— Data extracts —
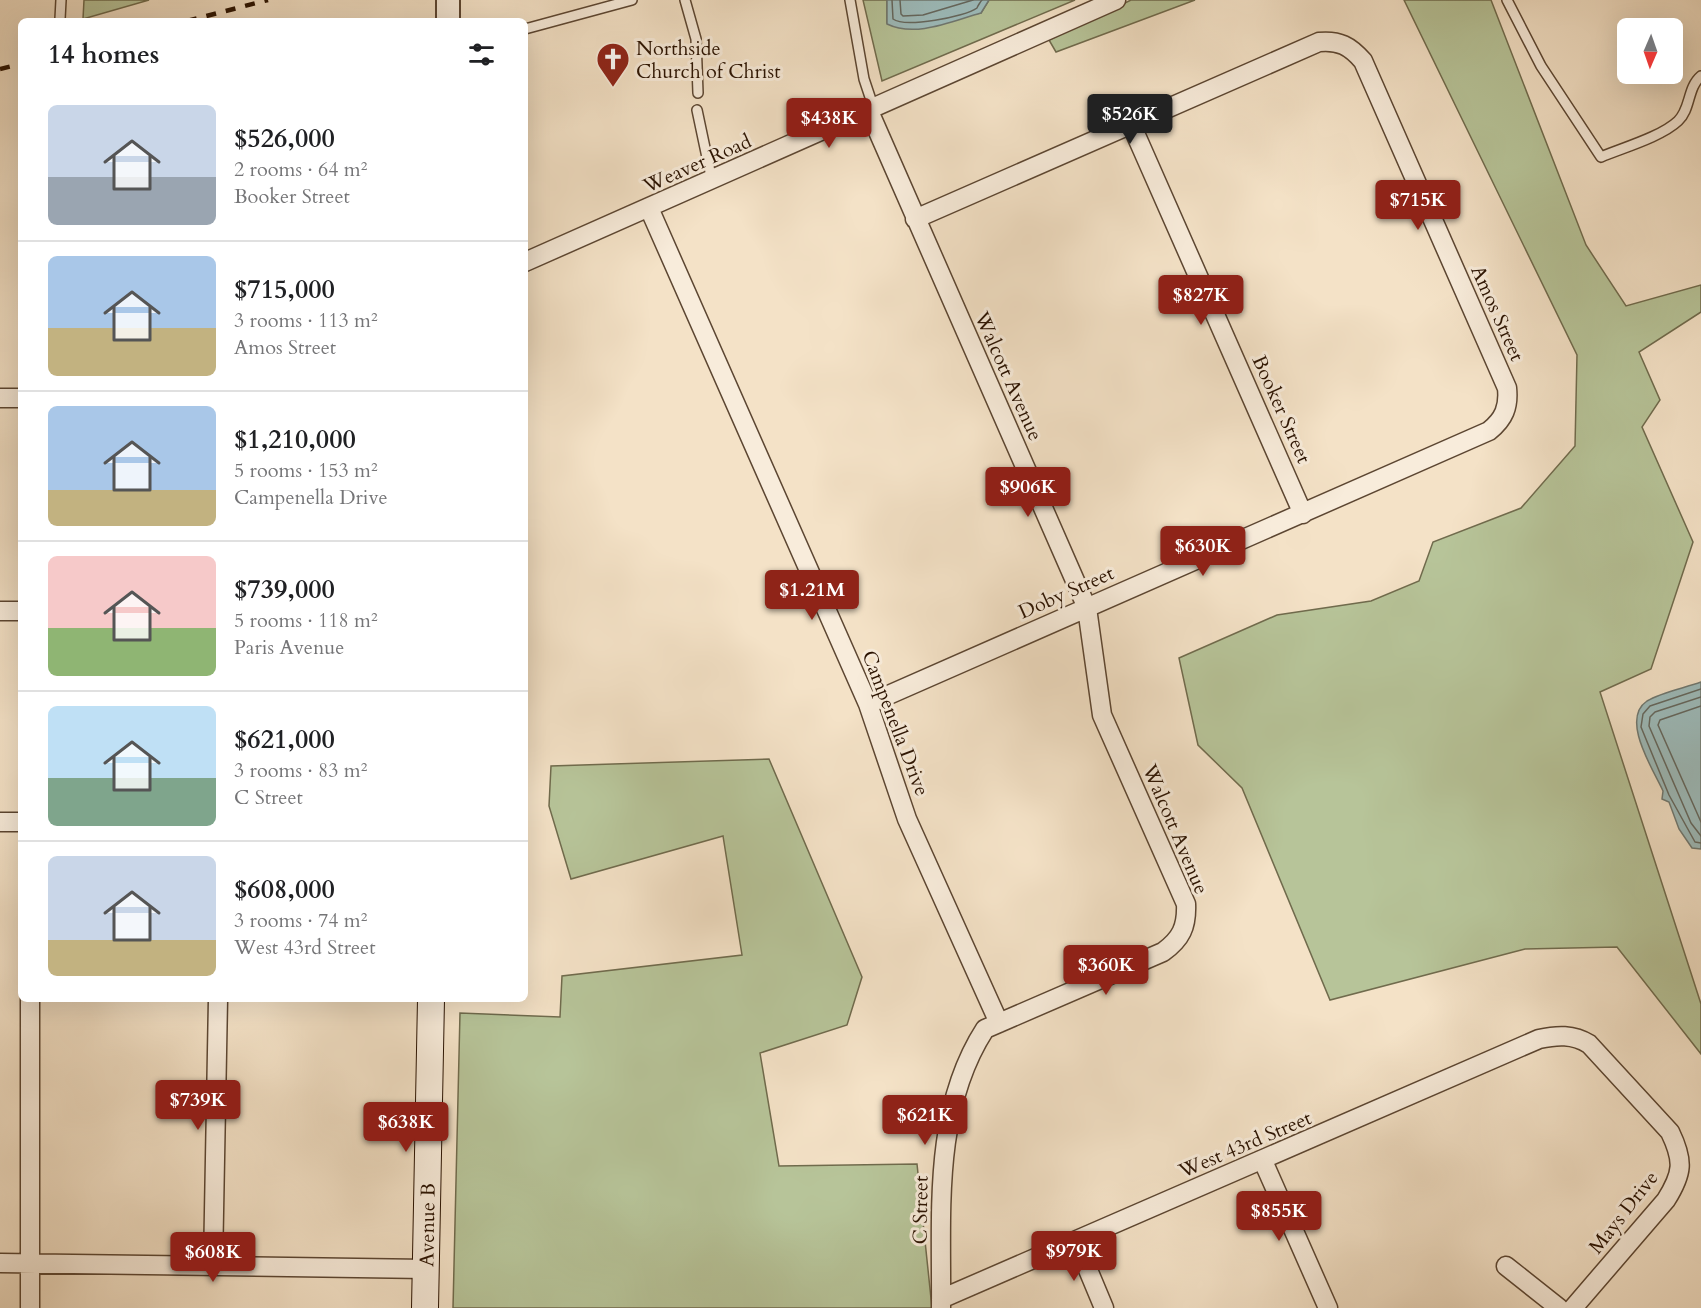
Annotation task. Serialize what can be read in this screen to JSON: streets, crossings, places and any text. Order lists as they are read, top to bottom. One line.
{"streets":{"main road":["Avenue B"],"street":["Weaver Road","Amos Street","Walcott Avenue","Booker Street","Doby Street","Campenella Drive","West 43rd Street","C Street","Mays Drive"]},"crossings":[["Weaver Road","Walcott Avenue"],["Weaver Road","Campenella Drive"],["Amos Street","Booker Street"],["Amos Street","Doby Street"],["Walcott Avenue","Doby Street"],["Walcott Avenue","C Street"],["Booker Street","Doby Street"],["Doby Street","Campenella Drive"],["Campenella Drive","C Street"],["West 43rd Street","C Street"],["West 43rd Street","Mays Drive"]],"places":{"church":["Northside Church of Christ"]},"north":"bottom","page":{"heading":"14 homes","list":[{"name":"$526,000","note":"2 rooms · 64 m² · Booker Street"},{"name":"$715,000","note":"3 rooms · 113 m² · Amos Street"},{"name":"$1,210,000","note":"5 rooms · 153 m² · Campenella Drive"},{"name":"$739,000","note":"5 rooms · 118 m² · Paris Avenue"},{"name":"$621,000","note":"3 rooms · 83 m² · C Street"},{"name":"$608,000","note":"3 rooms · 74 m² · West 43rd Street"}],"price":["$526K","$438K","$715K","$827K","$906K","$630K","$1.21M","$360K","$739K","$621K","$638K","$855K","$979K","$608K"]}}
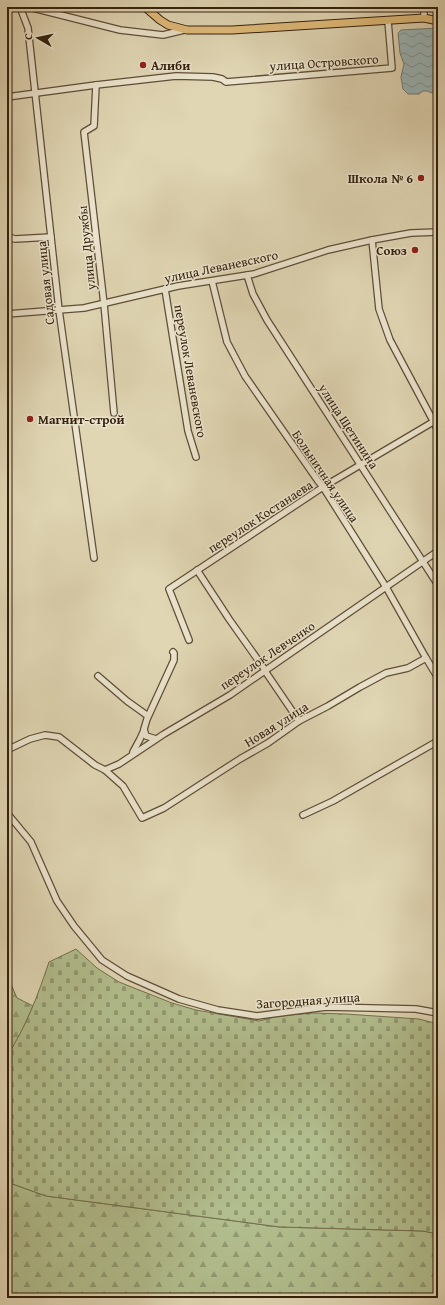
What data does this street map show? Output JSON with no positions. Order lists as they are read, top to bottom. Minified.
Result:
{"streets":{"street":["улица Островского","улица Дружбы","улица Леваневского","Садовая улица","переулок Леваневского","улица Щетинина","Больничная улица","переулок Костанаева","переулок Левченко","Новая улица","Загородная улица"]},"crossings":[["улица Островского","улица Дружбы"],["улица Дружбы","улица Леваневского"],["улица Леваневского","Садовая улица"],["улица Леваневского","переулок Леваневского"],["улица Леваневского","улица Щетинина"],["улица Леваневского","Больничная улица"],["улица Щетинина","переулок Костанаева"],["улица Щетинина","переулок Левченко"],["Больничная улица","переулок Костанаева"],["Больничная улица","переулок Левченко"],["Больничная улица","Новая улица"],["переулок Левченко","Новая улица"]],"places":["Алиби","Школа № 6","Союз","Магнит-строй"],"north":"left"}
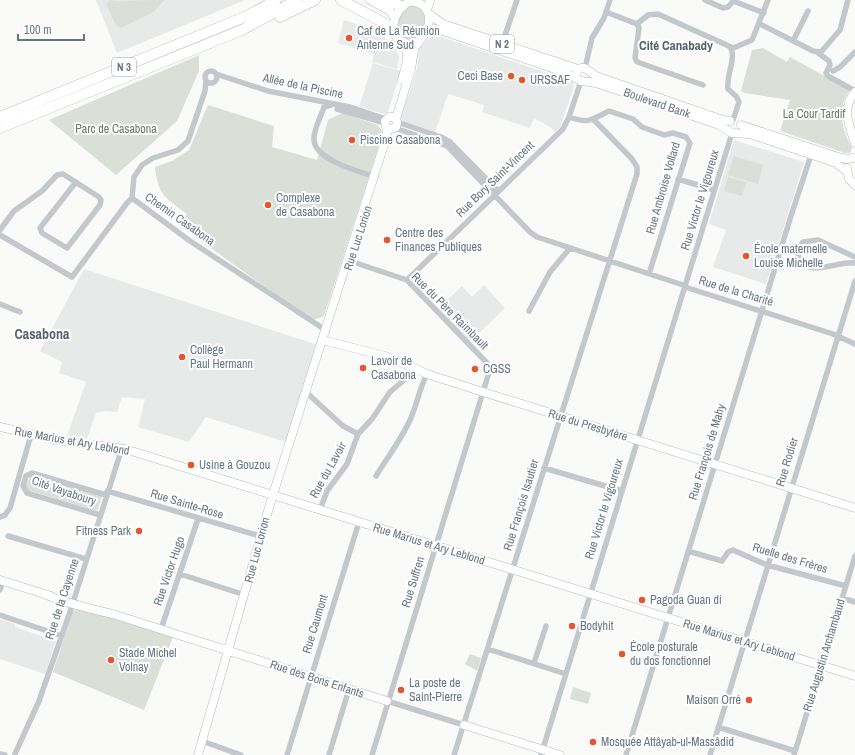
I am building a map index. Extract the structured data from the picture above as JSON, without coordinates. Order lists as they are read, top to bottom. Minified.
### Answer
{"streets":{"highway":["N 3"],"street":["N 2","Allée de la Piscine","Boulevard Bank","Rue Bory Saint-Vincent","Rue Ambroise Vollard","Rue Victor le Vigoureux","Chemin Casabona","Rue Luc Lorion","Rue de la Charité","Rue du Père Raimbault","Rue du Presbytère","Rue Marius et Ary Leblond","Rue François de Mahy","Rue Rodier","Rue du Lavoir","Cité Vayaboury","Rue Sainte-Rose","Rue François Isautier","Ruelle des Frères","Rue Victor Hugo","Rue Suffren","Rue de la Cayenne","Rue Caumont","Rue Augustin Archambaud","Rue des Bons Enfants"]},"crossings":[["N 2","Boulevard Bank"],["N 2","Rue Luc Lorion"],["Allée de la Piscine","Rue Luc Lorion"],["Allée de la Piscine","Rue de la Charité"],["Boulevard Bank","Rue Bory Saint-Vincent"],["Boulevard Bank","Rue Victor le Vigoureux"],["Boulevard Bank","Rue Luc Lorion"],["Boulevard Bank","Rue François de Mahy"],["Rue Bory Saint-Vincent","Rue de la Charité"],["Rue Bory Saint-Vincent","Rue du Père Raimbault"],["Rue Ambroise Vollard","Rue de la Charité"],["Rue Ambroise Vollard","Rue François Isautier"],["Rue Victor le Vigoureux","Rue de la Charité"],["Rue Victor le Vigoureux","Rue du Presbytère"],["Rue Victor le Vigoureux","Rue Marius et Ary Leblond"],["Rue Victor le Vigoureux","Rue des Bons Enfants"],["Chemin Casabona","Rue Luc Lorion"],["Rue Luc Lorion","Rue de la Charité"],["Rue Luc Lorion","Rue du Père Raimbault"],["Rue Luc Lorion","Rue du Presbytère"],["Rue Luc Lorion","Rue Marius et Ary Leblond"],["Rue Luc Lorion","Rue Sainte-Rose"],["Rue Luc Lorion","Rue des Bons Enfants"],["Rue de la Charité","Rue François de Mahy"],["Rue de la Charité","Rue Rodier"],["Rue de la Charité","Rue François Isautier"],["Rue du Père Raimbault","Rue du Presbytère"],["Rue du Père Raimbault","Rue Suffren"],["Rue du Presbytère","Rue François de Mahy"],["Rue du Presbytère","Rue Rodier"],["Rue du Presbytère","Rue du Lavoir"],["Rue du Presbytère","Rue François Isautier"],["Rue du Presbytère","Rue Suffren"],["Rue Marius et Ary Leblond","Rue François de Mahy"],["Rue Marius et Ary Leblond","Rue Rodier"],["Rue Marius et Ary Leblond","Rue du Lavoir"],["Rue Marius et Ary Leblond","Rue François Isautier"],["Rue Marius et Ary Leblond","Rue Suffren"],["Rue Marius et Ary Leblond","Rue de la Cayenne"],["Rue Marius et Ary Leblond","Rue Caumont"],["Rue Marius et Ary Leblond","Rue Augustin Archambaud"],["Rue François de Mahy","Ruelle des Frères"],["Rue Rodier","Ruelle des Frères"],["Cité Vayaboury","Rue Sainte-Rose"],["Cité Vayaboury","Rue de la Cayenne"],["Rue Sainte-Rose","Rue Victor Hugo"],["Rue Sainte-Rose","Rue de la Cayenne"],["Rue François Isautier","Rue des Bons Enfants"],["Ruelle des Frères","Rue Augustin Archambaud"],["Rue Victor Hugo","Rue des Bons Enfants"],["Rue Suffren","Rue des Bons Enfants"],["Rue de la Cayenne","Rue des Bons Enfants"],["Rue Caumont","Rue des Bons Enfants"]],"districts":["Cité Canabady","Casabona"],"parks":["La Cour Tardif","Parc de Casabona"],"places":["Caf de La Réunion Antenne Sud","Ceci Base","URSSAF","Piscine Casabona","Complexe de Casabona","Centre des Finances Publiques","École maternelle Louise Michelle","Collège Paul Hermann","Lavoir de Casabona","CGSS","Usine à Gouzou","Fitness Park","Pagoda Guan di","Bodyhit","École posturale du dos fonctionnel","Stade Michel Volnay","La poste de Saint-Pierre","Maison Orré","Mosquée Attâyab-ul-Massâdid"],"scale_bar":"100 m"}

— What you will do —
Only the text of the records belongs in the answer; reproduce it verbatim, with no pictures.

— Written reply —
Annotation task. Serialize what can be read in this screen to JSON: streets, crossings, places and any text. Order lists as they are read, top to bottom. One line.
{"streets":{"main road":["Avenue B"],"street":["Weaver Road","Amos Street","Walcott Avenue","Booker Street","Doby Street","Campenella Drive","West 43rd Street","C Street","Mays Drive"]},"crossings":[["Weaver Road","Walcott Avenue"],["Weaver Road","Campenella Drive"],["Amos Street","Booker Street"],["Amos Street","Doby Street"],["Walcott Avenue","Doby Street"],["Walcott Avenue","C Street"],["Booker Street","Doby Street"],["Doby Street","Campenella Drive"],["Campenella Drive","C Street"],["West 43rd Street","C Street"],["West 43rd Street","Mays Drive"]],"places":{"church":["Northside Church of Christ"]},"north":"bottom","page":{"heading":"14 homes","list":[{"name":"$526,000","note":"2 rooms · 64 m² · Booker Street"},{"name":"$715,000","note":"3 rooms · 113 m² · Amos Street"},{"name":"$1,210,000","note":"5 rooms · 153 m² · Campenella Drive"},{"name":"$739,000","note":"5 rooms · 118 m² · Paris Avenue"},{"name":"$621,000","note":"3 rooms · 83 m² · C Street"},{"name":"$608,000","note":"3 rooms · 74 m² · West 43rd Street"}],"price":["$526K","$438K","$715K","$827K","$906K","$630K","$1.21M","$360K","$739K","$621K","$638K","$855K","$979K","$608K"]}}
What data does this street map show? Output JSON with no positions. Order lists as they are read, top to bottom. Minified.
Result:
{"streets":{"street":["улица Островского","улица Дружбы","улица Леваневского","Садовая улица","переулок Леваневского","улица Щетинина","Больничная улица","переулок Костанаева","переулок Левченко","Новая улица","Загородная улица"]},"crossings":[["улица Островского","улица Дружбы"],["улица Дружбы","улица Леваневского"],["улица Леваневского","Садовая улица"],["улица Леваневского","переулок Леваневского"],["улица Леваневского","улица Щетинина"],["улица Леваневского","Больничная улица"],["улица Щетинина","переулок Костанаева"],["улица Щетинина","переулок Левченко"],["Больничная улица","переулок Костанаева"],["Больничная улица","переулок Левченко"],["Больничная улица","Новая улица"],["переулок Левченко","Новая улица"]],"places":["Алиби","Школа № 6","Союз","Магнит-строй"],"north":"left"}
I am building a map index. Extract the structured data from the picture above as JSON, without coordinates. Order lists as they are read, top to bottom. Minified.
### Answer
{"streets":{"highway":["N 3"],"street":["N 2","Allée de la Piscine","Boulevard Bank","Rue Bory Saint-Vincent","Rue Ambroise Vollard","Rue Victor le Vigoureux","Chemin Casabona","Rue Luc Lorion","Rue de la Charité","Rue du Père Raimbault","Rue du Presbytère","Rue Marius et Ary Leblond","Rue François de Mahy","Rue Rodier","Rue du Lavoir","Cité Vayaboury","Rue Sainte-Rose","Rue François Isautier","Ruelle des Frères","Rue Victor Hugo","Rue Suffren","Rue de la Cayenne","Rue Caumont","Rue Augustin Archambaud","Rue des Bons Enfants"]},"crossings":[["N 2","Boulevard Bank"],["N 2","Rue Luc Lorion"],["Allée de la Piscine","Rue Luc Lorion"],["Allée de la Piscine","Rue de la Charité"],["Boulevard Bank","Rue Bory Saint-Vincent"],["Boulevard Bank","Rue Victor le Vigoureux"],["Boulevard Bank","Rue Luc Lorion"],["Boulevard Bank","Rue François de Mahy"],["Rue Bory Saint-Vincent","Rue de la Charité"],["Rue Bory Saint-Vincent","Rue du Père Raimbault"],["Rue Ambroise Vollard","Rue de la Charité"],["Rue Ambroise Vollard","Rue François Isautier"],["Rue Victor le Vigoureux","Rue de la Charité"],["Rue Victor le Vigoureux","Rue du Presbytère"],["Rue Victor le Vigoureux","Rue Marius et Ary Leblond"],["Rue Victor le Vigoureux","Rue des Bons Enfants"],["Chemin Casabona","Rue Luc Lorion"],["Rue Luc Lorion","Rue de la Charité"],["Rue Luc Lorion","Rue du Père Raimbault"],["Rue Luc Lorion","Rue du Presbytère"],["Rue Luc Lorion","Rue Marius et Ary Leblond"],["Rue Luc Lorion","Rue Sainte-Rose"],["Rue Luc Lorion","Rue des Bons Enfants"],["Rue de la Charité","Rue François de Mahy"],["Rue de la Charité","Rue Rodier"],["Rue de la Charité","Rue François Isautier"],["Rue du Père Raimbault","Rue du Presbytère"],["Rue du Père Raimbault","Rue Suffren"],["Rue du Presbytère","Rue François de Mahy"],["Rue du Presbytère","Rue Rodier"],["Rue du Presbytère","Rue du Lavoir"],["Rue du Presbytère","Rue François Isautier"],["Rue du Presbytère","Rue Suffren"],["Rue Marius et Ary Leblond","Rue François de Mahy"],["Rue Marius et Ary Leblond","Rue Rodier"],["Rue Marius et Ary Leblond","Rue du Lavoir"],["Rue Marius et Ary Leblond","Rue François Isautier"],["Rue Marius et Ary Leblond","Rue Suffren"],["Rue Marius et Ary Leblond","Rue de la Cayenne"],["Rue Marius et Ary Leblond","Rue Caumont"],["Rue Marius et Ary Leblond","Rue Augustin Archambaud"],["Rue François de Mahy","Ruelle des Frères"],["Rue Rodier","Ruelle des Frères"],["Cité Vayaboury","Rue Sainte-Rose"],["Cité Vayaboury","Rue de la Cayenne"],["Rue Sainte-Rose","Rue Victor Hugo"],["Rue Sainte-Rose","Rue de la Cayenne"],["Rue François Isautier","Rue des Bons Enfants"],["Ruelle des Frères","Rue Augustin Archambaud"],["Rue Victor Hugo","Rue des Bons Enfants"],["Rue Suffren","Rue des Bons Enfants"],["Rue de la Cayenne","Rue des Bons Enfants"],["Rue Caumont","Rue des Bons Enfants"]],"districts":["Cité Canabady","Casabona"],"parks":["La Cour Tardif","Parc de Casabona"],"places":["Caf de La Réunion Antenne Sud","Ceci Base","URSSAF","Piscine Casabona","Complexe de Casabona","Centre des Finances Publiques","École maternelle Louise Michelle","Collège Paul Hermann","Lavoir de Casabona","CGSS","Usine à Gouzou","Fitness Park","Pagoda Guan di","Bodyhit","École posturale du dos fonctionnel","Stade Michel Volnay","La poste de Saint-Pierre","Maison Orré","Mosquée Attâyab-ul-Massâdid"],"scale_bar":"100 m"}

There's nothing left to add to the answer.